===== Provided data =====

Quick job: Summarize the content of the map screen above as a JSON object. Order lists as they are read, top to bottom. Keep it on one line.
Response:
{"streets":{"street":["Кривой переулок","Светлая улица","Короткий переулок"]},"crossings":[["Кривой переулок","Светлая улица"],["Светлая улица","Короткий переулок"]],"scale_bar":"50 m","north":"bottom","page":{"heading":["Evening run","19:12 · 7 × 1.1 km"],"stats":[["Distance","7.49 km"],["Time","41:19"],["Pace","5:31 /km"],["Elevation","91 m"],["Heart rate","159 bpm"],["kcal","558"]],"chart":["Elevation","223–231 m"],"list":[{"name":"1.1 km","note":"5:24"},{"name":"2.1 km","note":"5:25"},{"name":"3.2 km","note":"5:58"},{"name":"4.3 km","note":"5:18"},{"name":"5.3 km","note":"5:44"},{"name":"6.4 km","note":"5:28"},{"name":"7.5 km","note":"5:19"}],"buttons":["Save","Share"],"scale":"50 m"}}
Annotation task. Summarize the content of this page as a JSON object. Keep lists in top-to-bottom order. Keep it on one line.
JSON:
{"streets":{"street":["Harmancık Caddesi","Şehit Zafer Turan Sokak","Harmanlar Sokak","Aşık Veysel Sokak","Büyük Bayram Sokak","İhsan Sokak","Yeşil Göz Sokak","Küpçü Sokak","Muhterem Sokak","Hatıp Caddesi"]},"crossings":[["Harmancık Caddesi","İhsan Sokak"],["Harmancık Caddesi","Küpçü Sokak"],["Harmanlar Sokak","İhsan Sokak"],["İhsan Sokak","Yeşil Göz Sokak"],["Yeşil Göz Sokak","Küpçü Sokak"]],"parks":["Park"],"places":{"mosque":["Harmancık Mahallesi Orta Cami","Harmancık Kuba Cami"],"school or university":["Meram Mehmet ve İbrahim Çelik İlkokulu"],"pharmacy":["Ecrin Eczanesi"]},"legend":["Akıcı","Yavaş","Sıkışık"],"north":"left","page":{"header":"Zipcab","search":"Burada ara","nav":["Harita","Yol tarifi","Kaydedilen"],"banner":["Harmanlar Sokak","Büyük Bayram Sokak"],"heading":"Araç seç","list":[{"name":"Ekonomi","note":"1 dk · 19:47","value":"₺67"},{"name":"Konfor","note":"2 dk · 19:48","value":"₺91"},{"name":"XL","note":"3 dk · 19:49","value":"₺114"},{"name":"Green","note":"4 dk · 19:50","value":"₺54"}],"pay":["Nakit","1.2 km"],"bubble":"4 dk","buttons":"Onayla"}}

=====

» To do: When you reach the line that contains "Annotation task. Summarize", stop; output it and every line before it from the start of the data, exactly as written.

» Answer for this exercise:
Quick job: Summarize the content of the map screen above as a JSON object. Order lists as they are read, top to bottom. Keep it on one line.
Response:
{"streets":{"street":["Кривой переулок","Светлая улица","Короткий переулок"]},"crossings":[["Кривой переулок","Светлая улица"],["Светлая улица","Короткий переулок"]],"scale_bar":"50 m","north":"bottom","page":{"heading":["Evening run","19:12 · 7 × 1.1 km"],"stats":[["Distance","7.49 km"],["Time","41:19"],["Pace","5:31 /km"],["Elevation","91 m"],["Heart rate","159 bpm"],["kcal","558"]],"chart":["Elevation","223–231 m"],"list":[{"name":"1.1 km","note":"5:24"},{"name":"2.1 km","note":"5:25"},{"name":"3.2 km","note":"5:58"},{"name":"4.3 km","note":"5:18"},{"name":"5.3 km","note":"5:44"},{"name":"6.4 km","note":"5:28"},{"name":"7.5 km","note":"5:19"}],"buttons":["Save","Share"],"scale":"50 m"}}
Annotation task. Summarize the content of this page as a JSON object. Keep lists in top-to-bottom order. Keep it on one line.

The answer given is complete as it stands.